I think we all agree that just about any MD or DO should be capable of making the SA DX. The problem comes down to etiology right? I know it appears to many Vets that VA Dr's more often than not seem to be looking for a ways to not SC our conditions. I don't think that's true but it is a perception. It recently took me (3) years to find a VA Neurologist that actually spent enough time going over my Neuropathy history to agree that I met the AO time frame for SC. First two didn't even want to discuss AO as a possibility.
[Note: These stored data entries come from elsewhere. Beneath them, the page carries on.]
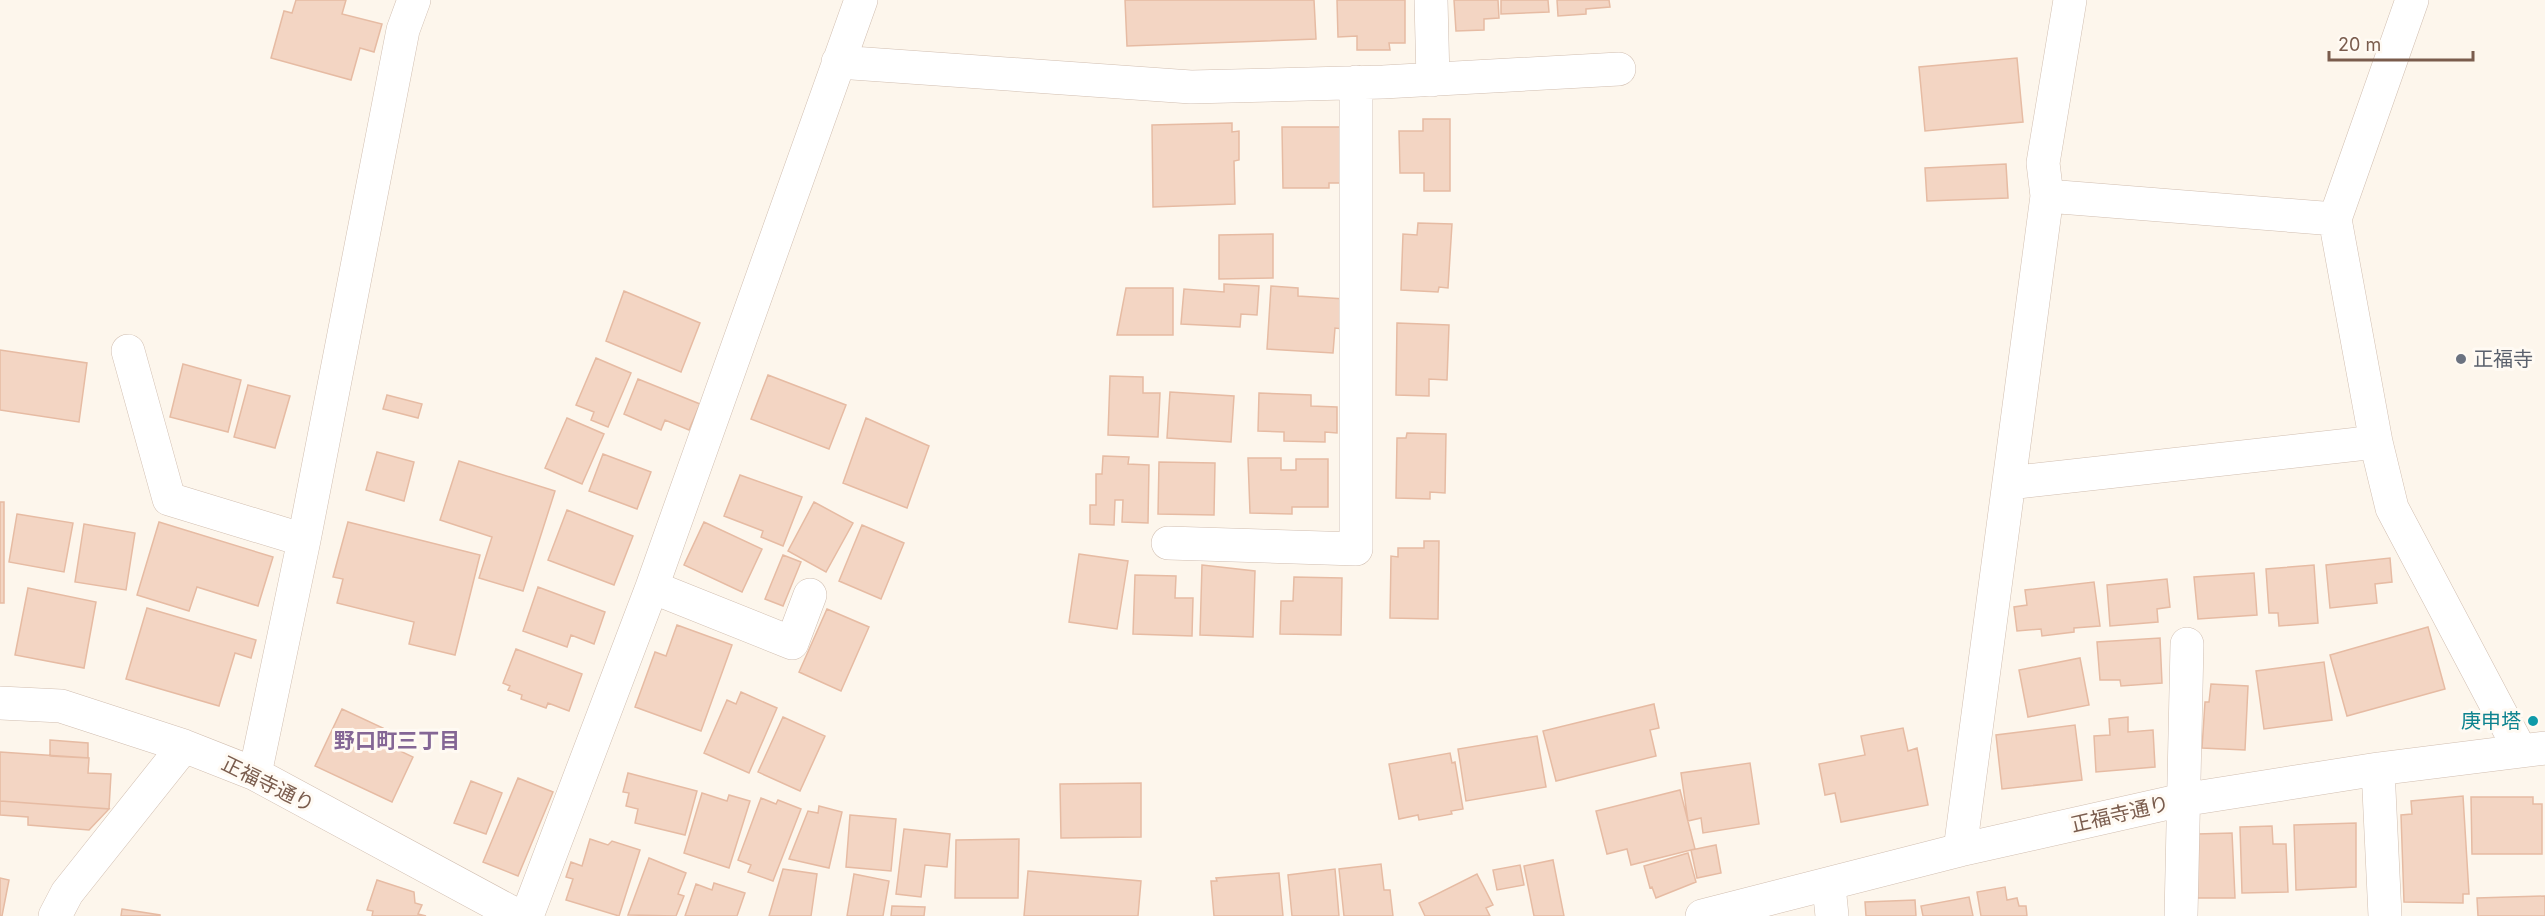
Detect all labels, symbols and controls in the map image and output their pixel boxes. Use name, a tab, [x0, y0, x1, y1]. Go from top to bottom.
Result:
scale bar	[2329, 24, 2473, 62]
text: 20 m	[2338, 34, 2381, 55]
place label: 正福寺	[2473, 347, 2533, 371]
marker: 正福寺	[2454, 352, 2468, 366]
place label: 庚申塔	[2461, 709, 2521, 733]
marker: 庚申塔	[2526, 714, 2540, 728]
district label: 野口町三丁目	[334, 728, 460, 753]
street label: 正福寺通り	[218, 751, 318, 817]
street label: 正福寺通り	[2069, 791, 2171, 837]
So what to do regarding your SA and service connection. Do you know the qualifications of the VA C&P Drs? If they aren't Sleep Specialist Neurologists and even if they are, it's time to spend a couple $100.00 and get a NON VA Sleep Specialist Neurologist medical opinion. I lucked out and was initially DX'd after a 3 nite Sleep Study by exactly that type of Credentialed DR. I had a long discussion with him after I decided to file a claim and had done my research on what would be necessary for filing the claim. My Non VA Dr put the discussion we had into his Clinician notes and they appeared in my SC Award, "more likely than not caused by CAD." At that time, I was 280 with a 19 in neck.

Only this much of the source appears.